Write out exactly the first lines of the listing, ending on the line that contains "flex:none; width:38px; height:38px;".

Records shown:

- Opening Delimiter -

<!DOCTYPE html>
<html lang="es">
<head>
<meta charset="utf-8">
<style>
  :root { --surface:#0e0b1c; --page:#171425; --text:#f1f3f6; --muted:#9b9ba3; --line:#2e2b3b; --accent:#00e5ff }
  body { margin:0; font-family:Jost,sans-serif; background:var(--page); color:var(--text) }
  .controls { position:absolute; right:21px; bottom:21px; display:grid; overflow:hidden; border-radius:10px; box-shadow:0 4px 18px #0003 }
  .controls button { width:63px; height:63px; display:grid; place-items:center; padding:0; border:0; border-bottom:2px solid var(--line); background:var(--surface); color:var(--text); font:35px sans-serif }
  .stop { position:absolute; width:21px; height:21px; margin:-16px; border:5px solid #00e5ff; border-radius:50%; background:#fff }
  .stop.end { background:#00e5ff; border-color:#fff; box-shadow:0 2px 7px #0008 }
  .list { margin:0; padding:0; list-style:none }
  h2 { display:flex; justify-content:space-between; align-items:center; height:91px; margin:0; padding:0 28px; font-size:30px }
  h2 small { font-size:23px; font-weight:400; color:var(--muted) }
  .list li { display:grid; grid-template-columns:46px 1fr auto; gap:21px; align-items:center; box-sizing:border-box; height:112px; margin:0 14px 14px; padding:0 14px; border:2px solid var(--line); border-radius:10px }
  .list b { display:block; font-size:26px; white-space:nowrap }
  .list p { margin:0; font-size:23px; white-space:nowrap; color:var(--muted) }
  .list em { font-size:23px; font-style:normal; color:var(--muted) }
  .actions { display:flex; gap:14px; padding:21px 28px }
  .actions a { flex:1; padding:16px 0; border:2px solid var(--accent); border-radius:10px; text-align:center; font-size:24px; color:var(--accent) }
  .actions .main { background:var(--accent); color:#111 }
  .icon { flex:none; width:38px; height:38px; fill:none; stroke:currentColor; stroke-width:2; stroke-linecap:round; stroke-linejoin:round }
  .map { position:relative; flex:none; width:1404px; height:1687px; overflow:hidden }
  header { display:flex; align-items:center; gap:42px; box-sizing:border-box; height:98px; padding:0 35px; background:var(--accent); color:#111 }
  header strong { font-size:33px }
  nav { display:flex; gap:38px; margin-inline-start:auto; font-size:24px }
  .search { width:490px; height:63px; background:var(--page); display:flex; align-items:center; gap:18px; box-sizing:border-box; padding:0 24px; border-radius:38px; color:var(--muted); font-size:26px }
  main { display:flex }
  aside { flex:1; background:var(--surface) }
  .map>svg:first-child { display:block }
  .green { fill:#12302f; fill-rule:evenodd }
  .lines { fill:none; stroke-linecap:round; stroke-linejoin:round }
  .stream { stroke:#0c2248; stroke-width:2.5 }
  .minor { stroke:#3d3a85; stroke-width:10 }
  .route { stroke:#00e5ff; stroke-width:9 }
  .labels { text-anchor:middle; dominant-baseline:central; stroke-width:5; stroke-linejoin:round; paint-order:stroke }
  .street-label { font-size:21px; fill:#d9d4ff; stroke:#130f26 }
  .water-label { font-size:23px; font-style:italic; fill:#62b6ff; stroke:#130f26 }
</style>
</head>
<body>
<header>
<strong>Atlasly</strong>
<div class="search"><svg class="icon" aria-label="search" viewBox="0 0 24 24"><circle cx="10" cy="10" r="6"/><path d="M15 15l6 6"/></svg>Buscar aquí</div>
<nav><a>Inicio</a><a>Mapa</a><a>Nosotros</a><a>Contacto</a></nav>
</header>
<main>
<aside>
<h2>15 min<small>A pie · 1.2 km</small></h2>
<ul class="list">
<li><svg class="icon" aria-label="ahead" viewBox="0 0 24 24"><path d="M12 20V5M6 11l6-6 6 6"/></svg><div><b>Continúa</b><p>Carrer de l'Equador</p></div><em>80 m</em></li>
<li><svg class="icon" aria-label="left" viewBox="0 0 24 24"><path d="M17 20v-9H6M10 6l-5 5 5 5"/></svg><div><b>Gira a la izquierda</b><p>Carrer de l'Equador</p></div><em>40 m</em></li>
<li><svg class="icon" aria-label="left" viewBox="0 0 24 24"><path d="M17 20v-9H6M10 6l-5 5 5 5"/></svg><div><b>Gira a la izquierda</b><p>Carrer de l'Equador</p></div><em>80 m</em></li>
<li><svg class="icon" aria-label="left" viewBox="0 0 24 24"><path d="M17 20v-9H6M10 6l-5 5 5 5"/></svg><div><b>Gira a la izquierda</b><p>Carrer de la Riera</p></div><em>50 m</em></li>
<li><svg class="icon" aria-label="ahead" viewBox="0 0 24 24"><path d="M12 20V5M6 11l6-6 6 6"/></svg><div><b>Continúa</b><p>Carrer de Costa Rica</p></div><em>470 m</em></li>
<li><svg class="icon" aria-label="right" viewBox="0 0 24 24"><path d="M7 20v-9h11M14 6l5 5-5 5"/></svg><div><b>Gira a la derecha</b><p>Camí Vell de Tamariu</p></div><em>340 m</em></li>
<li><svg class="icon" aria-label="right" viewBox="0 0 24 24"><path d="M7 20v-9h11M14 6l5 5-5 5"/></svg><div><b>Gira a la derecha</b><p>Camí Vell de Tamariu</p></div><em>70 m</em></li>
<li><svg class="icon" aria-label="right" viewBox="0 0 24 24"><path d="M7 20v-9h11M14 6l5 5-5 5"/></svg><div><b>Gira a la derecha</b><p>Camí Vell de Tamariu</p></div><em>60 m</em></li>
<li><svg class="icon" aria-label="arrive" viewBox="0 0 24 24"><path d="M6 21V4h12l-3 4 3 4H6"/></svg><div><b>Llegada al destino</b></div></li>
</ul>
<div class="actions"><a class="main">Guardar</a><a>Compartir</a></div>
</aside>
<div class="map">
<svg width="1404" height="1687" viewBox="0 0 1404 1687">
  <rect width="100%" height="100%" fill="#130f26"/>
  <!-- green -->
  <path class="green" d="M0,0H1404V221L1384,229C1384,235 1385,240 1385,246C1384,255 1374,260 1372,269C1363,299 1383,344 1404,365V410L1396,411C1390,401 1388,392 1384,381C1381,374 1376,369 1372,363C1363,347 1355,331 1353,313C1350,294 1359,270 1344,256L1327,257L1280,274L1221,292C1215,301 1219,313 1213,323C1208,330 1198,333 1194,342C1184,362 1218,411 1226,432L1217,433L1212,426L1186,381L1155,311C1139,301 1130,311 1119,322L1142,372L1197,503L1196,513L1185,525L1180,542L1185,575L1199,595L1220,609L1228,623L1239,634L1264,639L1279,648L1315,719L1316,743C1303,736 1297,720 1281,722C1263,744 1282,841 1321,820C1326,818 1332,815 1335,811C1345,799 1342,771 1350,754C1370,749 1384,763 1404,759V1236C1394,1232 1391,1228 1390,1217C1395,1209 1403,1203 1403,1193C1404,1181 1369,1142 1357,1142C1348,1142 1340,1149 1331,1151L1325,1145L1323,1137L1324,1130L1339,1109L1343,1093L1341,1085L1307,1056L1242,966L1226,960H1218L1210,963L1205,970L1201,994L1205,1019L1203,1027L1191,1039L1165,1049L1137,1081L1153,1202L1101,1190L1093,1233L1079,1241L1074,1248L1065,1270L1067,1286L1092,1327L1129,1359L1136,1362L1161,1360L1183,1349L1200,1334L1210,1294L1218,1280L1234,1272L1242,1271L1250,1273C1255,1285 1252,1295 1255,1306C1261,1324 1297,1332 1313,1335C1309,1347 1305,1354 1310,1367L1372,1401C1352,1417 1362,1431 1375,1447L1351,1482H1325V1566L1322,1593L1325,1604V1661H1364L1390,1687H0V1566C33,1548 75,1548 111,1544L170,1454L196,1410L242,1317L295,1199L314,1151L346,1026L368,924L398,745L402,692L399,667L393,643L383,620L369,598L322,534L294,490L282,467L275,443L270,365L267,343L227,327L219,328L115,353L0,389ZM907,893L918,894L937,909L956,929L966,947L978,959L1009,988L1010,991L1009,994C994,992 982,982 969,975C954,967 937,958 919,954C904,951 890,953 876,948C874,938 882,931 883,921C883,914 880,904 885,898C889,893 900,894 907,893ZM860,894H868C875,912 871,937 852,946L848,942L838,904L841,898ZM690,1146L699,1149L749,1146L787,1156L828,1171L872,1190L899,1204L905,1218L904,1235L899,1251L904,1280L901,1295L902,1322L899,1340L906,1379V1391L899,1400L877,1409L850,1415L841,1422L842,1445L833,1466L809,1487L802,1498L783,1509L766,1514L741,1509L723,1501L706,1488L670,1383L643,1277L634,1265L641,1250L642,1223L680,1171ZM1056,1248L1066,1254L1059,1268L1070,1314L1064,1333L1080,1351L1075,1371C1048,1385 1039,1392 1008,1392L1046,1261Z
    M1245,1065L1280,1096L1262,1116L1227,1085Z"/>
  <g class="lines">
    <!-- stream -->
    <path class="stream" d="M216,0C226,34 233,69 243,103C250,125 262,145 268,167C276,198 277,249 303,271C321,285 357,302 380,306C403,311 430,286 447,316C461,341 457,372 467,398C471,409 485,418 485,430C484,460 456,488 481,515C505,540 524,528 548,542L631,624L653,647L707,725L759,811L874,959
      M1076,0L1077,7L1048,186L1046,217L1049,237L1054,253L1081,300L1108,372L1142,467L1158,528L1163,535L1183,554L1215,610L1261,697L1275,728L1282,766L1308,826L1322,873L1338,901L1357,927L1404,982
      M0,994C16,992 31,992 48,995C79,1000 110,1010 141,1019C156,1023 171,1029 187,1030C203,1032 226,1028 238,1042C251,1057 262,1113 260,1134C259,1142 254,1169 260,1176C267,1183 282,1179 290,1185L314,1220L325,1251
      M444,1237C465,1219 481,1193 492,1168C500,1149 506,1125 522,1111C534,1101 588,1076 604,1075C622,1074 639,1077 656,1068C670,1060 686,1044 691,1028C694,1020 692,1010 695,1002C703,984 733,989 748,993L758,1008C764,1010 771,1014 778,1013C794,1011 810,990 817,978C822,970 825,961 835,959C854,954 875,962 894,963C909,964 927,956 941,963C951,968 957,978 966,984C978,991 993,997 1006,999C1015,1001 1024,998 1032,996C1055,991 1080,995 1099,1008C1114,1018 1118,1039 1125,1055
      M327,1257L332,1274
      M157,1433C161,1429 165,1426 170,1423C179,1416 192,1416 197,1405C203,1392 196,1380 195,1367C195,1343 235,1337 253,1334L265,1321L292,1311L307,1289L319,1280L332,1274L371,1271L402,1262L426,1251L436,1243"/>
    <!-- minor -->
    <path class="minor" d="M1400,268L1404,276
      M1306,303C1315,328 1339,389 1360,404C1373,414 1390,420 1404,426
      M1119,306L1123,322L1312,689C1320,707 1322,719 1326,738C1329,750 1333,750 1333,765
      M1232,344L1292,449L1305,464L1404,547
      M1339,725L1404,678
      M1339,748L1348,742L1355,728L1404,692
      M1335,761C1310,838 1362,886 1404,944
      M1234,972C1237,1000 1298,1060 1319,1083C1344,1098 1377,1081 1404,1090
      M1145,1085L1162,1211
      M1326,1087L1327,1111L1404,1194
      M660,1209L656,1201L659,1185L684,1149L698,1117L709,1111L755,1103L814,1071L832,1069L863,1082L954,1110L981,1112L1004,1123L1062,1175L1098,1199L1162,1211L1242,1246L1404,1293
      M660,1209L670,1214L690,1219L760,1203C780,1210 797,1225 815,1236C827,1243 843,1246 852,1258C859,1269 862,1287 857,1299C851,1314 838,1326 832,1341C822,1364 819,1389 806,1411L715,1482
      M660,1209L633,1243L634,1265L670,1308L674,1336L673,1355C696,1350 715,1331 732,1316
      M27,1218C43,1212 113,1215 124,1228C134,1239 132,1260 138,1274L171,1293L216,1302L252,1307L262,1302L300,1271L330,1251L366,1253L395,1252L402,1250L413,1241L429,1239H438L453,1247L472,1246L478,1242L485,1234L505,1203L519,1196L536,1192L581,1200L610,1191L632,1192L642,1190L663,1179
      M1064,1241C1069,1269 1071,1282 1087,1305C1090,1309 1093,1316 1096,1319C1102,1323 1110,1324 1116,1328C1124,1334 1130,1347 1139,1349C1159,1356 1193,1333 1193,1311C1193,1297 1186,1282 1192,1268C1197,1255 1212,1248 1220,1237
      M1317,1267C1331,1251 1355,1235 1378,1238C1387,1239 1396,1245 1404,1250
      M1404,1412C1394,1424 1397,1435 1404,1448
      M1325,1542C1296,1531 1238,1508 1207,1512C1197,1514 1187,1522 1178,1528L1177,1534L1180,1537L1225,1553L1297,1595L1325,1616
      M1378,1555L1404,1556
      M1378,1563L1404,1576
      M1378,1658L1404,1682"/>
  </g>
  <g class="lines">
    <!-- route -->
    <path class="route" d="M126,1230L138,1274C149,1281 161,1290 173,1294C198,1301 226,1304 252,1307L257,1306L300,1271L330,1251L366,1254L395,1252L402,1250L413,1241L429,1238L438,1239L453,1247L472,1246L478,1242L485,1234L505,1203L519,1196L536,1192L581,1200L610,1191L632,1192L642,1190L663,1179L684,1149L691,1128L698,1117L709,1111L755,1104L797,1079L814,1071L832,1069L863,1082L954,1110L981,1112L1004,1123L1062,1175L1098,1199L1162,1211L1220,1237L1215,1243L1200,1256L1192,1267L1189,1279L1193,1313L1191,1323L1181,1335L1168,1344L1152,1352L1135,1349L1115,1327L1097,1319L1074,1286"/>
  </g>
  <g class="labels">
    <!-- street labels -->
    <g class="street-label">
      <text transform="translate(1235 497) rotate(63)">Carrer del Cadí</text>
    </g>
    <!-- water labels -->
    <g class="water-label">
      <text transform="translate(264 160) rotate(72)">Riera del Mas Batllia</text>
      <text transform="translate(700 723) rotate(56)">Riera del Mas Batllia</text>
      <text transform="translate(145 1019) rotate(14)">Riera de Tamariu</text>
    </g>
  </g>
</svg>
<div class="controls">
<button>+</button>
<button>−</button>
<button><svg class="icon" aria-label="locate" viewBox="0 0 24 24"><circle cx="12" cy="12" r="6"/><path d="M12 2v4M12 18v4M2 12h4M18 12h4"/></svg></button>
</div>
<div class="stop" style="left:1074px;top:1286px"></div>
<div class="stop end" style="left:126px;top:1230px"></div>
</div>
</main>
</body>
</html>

- Closing Delimiter -

Exercise answer:
<!DOCTYPE html>
<html lang="es">
<head>
<meta charset="utf-8">
<style>
  :root { --surface:#0e0b1c; --page:#171425; --text:#f1f3f6; --muted:#9b9ba3; --line:#2e2b3b; --accent:#00e5ff }
  body { margin:0; font-family:Jost,sans-serif; background:var(--page); color:var(--text) }
  .controls { position:absolute; right:21px; bottom:21px; display:grid; overflow:hidden; border-radius:10px; box-shadow:0 4px 18px #0003 }
  .controls button { width:63px; height:63px; display:grid; place-items:center; padding:0; border:0; border-bottom:2px solid var(--line); background:var(--surface); color:var(--text); font:35px sans-serif }
  .stop { position:absolute; width:21px; height:21px; margin:-16px; border:5px solid #00e5ff; border-radius:50%; background:#fff }
  .stop.end { background:#00e5ff; border-color:#fff; box-shadow:0 2px 7px #0008 }
  .list { margin:0; padding:0; list-style:none }
  h2 { display:flex; justify-content:space-between; align-items:center; height:91px; margin:0; padding:0 28px; font-size:30px }
  h2 small { font-size:23px; font-weight:400; color:var(--muted) }
  .list li { display:grid; grid-template-columns:46px 1fr auto; gap:21px; align-items:center; box-sizing:border-box; height:112px; margin:0 14px 14px; padding:0 14px; border:2px solid var(--line); border-radius:10px }
  .list b { display:block; font-size:26px; white-space:nowrap }
  .list p { margin:0; font-size:23px; white-space:nowrap; color:var(--muted) }
  .list em { font-size:23px; font-style:normal; color:var(--muted) }
  .actions { display:flex; gap:14px; padding:21px 28px }
  .actions a { flex:1; padding:16px 0; border:2px solid var(--accent); border-radius:10px; text-align:center; font-size:24px; color:var(--accent) }
  .actions .main { background:var(--accent); color:#111 }
  .icon { flex:none; width:38px; height:38px; fill:none; stroke:currentColor; stroke-width:2; stroke-linecap:round; stroke-linejoin:round }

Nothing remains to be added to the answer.